Afixado por: Direitinho em junho 1, 2004 02:03 PM

A Ana Manso também deve ser uma ganda democrata ó direitinho por akilo jela diz do sousa franco e, por extensão todos os 'aleijados'

Afixado por: ezer em junho 1, 2004 02:16 PM

Tou farto destes gajos de direita k óspois se dizem democratas katé comem sardinhas na lata e k adoptam as ideias do adversário se elas forem melhores-é preciso ter lata!For instance,em Inglaterra privatizaram os caminhos de ferro e depois os transportes públicos degradaram-se à brava-agora kerem fazer o mesmo aki e já todo o mundo viu k o serviço só piorou,e estes bastardos kerem fazer o mesmo que a puta da tatcher fez!e depois veêm com lenga-lengas-Olhem pq não vão para Guantánamo,desaparem a loja,pff!O Capital é democrático??Que desaforo!Razão continua a ter aquele homenzinho de barbas-akele comuna judeu?na é?

Afixado por: ezer jacob em junho 1, 2004 02:31 PM

Se a esquerda que se diz democrata, tolerante, solidário, humanista e sei lá que mais, for representada poe ezer jacob...estamos conversados. A puta da Tatcher fez mais pelo progresso do Reino Unido do que o banana do trabalhista que a antecedeu e que não tinha argumentação para fazer ver que as reivindicações e paralisias dos sindicatos que, anteriormente o tinham ajudado a eleger, estavam a asfixiar a economia britânica. Não quero com isto dizer que Tatcher era o máximo. Mas lá teria as suas virtudes.

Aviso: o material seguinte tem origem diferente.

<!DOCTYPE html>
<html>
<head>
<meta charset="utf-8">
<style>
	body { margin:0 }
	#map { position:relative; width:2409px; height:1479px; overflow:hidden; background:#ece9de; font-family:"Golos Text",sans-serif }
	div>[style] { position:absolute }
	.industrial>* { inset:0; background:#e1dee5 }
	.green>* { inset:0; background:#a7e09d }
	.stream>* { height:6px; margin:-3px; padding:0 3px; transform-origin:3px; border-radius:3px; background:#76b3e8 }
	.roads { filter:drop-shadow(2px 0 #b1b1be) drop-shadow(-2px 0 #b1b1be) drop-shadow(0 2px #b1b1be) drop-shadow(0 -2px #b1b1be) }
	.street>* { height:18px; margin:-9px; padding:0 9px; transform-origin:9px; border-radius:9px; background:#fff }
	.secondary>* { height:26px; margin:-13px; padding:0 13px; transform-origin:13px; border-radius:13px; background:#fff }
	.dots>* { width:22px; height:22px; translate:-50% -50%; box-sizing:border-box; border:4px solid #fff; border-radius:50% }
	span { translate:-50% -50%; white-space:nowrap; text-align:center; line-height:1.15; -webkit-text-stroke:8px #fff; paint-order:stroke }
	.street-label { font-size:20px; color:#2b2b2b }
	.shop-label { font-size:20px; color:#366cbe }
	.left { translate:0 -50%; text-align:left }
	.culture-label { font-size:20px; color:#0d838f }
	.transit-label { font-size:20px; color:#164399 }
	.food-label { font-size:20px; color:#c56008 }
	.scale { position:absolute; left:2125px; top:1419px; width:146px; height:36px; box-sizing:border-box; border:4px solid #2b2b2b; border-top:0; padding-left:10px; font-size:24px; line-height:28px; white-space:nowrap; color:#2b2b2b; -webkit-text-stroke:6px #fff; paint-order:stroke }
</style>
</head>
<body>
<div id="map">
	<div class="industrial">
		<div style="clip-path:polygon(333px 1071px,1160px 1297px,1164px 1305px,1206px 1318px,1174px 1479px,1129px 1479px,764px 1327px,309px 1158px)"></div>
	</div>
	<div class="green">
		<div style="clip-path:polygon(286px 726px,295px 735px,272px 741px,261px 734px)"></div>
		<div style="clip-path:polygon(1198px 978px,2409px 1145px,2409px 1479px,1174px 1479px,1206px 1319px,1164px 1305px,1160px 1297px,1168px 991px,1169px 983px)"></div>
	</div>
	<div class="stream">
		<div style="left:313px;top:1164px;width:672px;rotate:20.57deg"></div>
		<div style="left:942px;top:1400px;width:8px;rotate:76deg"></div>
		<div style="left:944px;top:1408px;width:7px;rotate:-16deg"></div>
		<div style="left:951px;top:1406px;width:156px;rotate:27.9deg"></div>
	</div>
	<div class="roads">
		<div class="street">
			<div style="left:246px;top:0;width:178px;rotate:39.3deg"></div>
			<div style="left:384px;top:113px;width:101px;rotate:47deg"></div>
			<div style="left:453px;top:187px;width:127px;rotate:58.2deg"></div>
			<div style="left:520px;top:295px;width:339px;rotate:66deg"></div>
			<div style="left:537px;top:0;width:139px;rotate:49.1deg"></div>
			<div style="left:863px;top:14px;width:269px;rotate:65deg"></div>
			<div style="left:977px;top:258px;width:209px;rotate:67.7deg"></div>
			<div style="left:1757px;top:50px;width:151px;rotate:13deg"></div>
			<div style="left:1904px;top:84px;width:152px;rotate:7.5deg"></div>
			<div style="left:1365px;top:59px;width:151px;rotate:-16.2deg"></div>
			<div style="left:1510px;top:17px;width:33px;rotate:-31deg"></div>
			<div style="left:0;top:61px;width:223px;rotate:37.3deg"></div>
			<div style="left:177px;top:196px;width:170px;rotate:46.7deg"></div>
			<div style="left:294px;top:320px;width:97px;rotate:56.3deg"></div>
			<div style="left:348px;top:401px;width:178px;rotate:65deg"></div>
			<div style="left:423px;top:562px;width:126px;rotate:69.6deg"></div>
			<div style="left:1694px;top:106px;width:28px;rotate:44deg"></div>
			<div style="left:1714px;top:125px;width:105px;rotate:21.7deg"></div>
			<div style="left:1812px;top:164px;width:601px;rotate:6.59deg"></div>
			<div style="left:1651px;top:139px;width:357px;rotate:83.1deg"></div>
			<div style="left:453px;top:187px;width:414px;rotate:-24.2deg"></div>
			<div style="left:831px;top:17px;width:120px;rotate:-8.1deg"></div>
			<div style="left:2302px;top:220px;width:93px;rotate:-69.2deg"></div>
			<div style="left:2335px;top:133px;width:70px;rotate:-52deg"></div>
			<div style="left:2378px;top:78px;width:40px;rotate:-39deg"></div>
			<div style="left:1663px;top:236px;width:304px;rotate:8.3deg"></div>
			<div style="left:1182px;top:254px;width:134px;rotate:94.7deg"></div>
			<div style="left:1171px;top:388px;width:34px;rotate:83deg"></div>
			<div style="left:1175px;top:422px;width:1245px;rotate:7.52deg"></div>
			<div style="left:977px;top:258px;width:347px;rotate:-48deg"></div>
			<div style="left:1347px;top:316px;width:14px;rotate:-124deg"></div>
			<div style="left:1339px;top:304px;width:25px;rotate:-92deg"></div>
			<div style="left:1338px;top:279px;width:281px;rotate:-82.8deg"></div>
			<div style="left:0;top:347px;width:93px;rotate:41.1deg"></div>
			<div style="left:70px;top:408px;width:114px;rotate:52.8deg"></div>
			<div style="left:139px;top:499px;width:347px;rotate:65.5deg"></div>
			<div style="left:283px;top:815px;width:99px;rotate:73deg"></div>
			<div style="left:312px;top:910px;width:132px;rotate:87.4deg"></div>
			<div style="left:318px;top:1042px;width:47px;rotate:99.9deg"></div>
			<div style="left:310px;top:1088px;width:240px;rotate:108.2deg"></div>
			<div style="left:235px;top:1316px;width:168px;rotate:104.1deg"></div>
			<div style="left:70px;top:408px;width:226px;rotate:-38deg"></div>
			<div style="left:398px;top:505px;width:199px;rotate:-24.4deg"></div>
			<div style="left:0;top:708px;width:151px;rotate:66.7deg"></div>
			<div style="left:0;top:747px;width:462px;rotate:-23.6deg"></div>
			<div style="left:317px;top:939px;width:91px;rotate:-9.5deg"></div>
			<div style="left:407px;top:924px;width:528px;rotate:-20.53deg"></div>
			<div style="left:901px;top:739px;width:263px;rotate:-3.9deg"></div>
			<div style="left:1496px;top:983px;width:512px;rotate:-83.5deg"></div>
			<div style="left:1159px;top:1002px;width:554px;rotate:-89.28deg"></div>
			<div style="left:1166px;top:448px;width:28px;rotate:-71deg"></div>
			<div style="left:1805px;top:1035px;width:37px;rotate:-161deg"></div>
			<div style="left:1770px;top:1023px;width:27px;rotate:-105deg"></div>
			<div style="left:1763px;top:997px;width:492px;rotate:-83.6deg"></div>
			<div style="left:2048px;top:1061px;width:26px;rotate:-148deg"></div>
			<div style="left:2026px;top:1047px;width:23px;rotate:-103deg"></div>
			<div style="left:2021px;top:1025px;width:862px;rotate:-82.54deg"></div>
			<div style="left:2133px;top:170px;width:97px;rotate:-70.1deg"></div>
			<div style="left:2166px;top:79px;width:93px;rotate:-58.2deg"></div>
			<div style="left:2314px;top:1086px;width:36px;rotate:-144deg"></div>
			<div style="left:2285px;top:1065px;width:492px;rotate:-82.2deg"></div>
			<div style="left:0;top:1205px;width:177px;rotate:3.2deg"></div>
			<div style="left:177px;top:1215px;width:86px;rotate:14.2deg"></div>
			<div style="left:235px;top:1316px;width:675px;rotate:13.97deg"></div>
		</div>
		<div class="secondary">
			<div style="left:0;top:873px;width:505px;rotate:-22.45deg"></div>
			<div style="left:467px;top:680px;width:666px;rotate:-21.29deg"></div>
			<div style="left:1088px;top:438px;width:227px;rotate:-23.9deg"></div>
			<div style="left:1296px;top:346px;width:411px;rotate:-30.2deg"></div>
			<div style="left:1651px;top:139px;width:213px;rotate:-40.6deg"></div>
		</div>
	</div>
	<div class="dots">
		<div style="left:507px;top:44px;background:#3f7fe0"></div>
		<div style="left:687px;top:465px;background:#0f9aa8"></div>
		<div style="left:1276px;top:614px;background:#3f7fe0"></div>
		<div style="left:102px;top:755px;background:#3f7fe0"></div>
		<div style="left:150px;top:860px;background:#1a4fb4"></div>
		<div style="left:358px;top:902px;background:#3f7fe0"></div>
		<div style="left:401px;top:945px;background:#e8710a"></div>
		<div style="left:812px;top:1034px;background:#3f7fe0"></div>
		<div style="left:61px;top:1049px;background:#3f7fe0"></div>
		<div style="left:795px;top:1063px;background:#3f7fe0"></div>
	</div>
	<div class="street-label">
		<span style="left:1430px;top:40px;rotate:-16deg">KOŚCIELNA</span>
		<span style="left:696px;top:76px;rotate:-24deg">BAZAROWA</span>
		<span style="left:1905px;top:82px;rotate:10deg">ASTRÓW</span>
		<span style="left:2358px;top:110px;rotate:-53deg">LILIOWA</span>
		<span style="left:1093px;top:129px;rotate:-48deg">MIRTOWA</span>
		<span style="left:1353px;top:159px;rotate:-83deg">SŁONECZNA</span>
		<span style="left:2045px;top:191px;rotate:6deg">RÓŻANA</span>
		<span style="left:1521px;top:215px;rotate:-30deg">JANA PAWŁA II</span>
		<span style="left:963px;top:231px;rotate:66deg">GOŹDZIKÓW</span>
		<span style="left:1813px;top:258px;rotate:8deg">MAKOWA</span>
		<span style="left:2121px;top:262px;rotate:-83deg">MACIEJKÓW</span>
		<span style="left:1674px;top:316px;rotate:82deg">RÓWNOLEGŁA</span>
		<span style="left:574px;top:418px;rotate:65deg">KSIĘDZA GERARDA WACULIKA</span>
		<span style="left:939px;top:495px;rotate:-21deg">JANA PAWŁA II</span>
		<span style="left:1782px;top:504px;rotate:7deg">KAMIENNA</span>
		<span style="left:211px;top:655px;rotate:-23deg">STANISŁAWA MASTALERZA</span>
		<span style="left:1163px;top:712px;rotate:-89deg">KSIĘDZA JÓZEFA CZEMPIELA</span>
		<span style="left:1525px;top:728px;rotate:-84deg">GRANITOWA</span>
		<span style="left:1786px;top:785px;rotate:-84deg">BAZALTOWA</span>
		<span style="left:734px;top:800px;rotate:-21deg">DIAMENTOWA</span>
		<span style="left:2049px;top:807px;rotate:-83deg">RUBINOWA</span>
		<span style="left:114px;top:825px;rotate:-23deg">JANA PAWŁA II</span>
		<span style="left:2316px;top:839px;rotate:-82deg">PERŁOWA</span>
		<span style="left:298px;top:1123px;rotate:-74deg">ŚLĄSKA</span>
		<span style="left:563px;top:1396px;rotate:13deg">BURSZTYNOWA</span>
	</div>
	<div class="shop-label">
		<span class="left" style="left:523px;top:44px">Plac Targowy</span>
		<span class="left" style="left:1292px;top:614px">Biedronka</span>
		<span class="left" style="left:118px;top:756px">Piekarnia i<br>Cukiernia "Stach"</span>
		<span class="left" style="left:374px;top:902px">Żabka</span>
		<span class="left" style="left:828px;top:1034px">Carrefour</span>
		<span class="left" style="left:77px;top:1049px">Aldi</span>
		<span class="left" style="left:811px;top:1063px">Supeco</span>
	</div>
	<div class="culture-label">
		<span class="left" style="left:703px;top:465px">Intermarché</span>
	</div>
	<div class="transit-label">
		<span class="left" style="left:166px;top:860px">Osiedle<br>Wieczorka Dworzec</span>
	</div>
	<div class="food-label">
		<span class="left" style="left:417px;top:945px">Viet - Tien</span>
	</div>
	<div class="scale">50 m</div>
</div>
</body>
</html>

Afixado por: Direitinho em junho 1, 2004 03:03 PM

Caro Biggus Dickus,
Acredito q não me tenha expressado da melhor forma para marcar a minha posição. Na verdade, gostava que me desse uma ajuda aqui no Norte para recambiar estes brancos que nos assaltam para a terra deles, seja ela qual for... Sim, pq realmente aqui há mt poucos africanos, mas criminosos não nos faltam!! E sou ingénuo o suficiente para pensar que é mesmo isso q o incomoda: o crime e não a natureza étnica do criminoso.
Mas falando mais a sério, gostava de saber quais são esses estudos da PSP que tipificam o crime pela etnicidade do criminoso... é que esses 90% q fala soam-me terrivelmente semelhantes a valores de eleições na Líbia, Iraque, Cuba ou na Convenção PSD.
E já agora, se esses estudos existem, estamos a falar de que crimes? Pequenos crimes, associações criminosas, fraudes fiscais?? É que realmente na Linha de Sintra não devem faltar africanos a cometer fraudes económicas ou fugas ao fisco... Será que uma centena de africanos consegue angariar num mês de furtos o montante que um gestor da Linha de Sintra consegue desviar da sua empresa num único dia??

PS: sim, reconheço q isto é uma generalização imprópria e, consequentemente, discriminatória. mas eu, pelo menos, reconheço estes laivos de mesquinhez do meu pensamento...

Afixado por: JR em junho 1, 2004 03:06 PM

Eu cá lamento mas como morador de Lisboa os únicos assaltos violentos de que fui vítima foram de africanos. Já tive uma faca apontada ao pescoço da minha namorada. Uma amigo meu foi barbaramente agredido pelas costas 'por engano' no bairro alto, com uma garrafa na cabeça. Sim, africanos. Já fui por diversas vezes provocado por outros. É Lisboa. Não digo que o crime tenha o que quer que ver com a cor ou a raça. Trata-se apenas de um facto. A criminalidade oriunda dos bairros de negros é enorme. Há um espírito de 'gang'. O resto é conversa politicamente correcta. Agora não confio nada nesse partido para os resolver. É preciso é ir ao encontro desses gethos e dar aquela malta algo para fazer, porque acreditem ou não, não roubam por necessidade nem para sobreviver. Roubam por ambição. Mas acontece nas pessoas como eu ou o Bigg Dickus uma coisa natural. Se eu sou assaltado ou importunado por pretos, é natural que comece a associar as coisas. É instintivo.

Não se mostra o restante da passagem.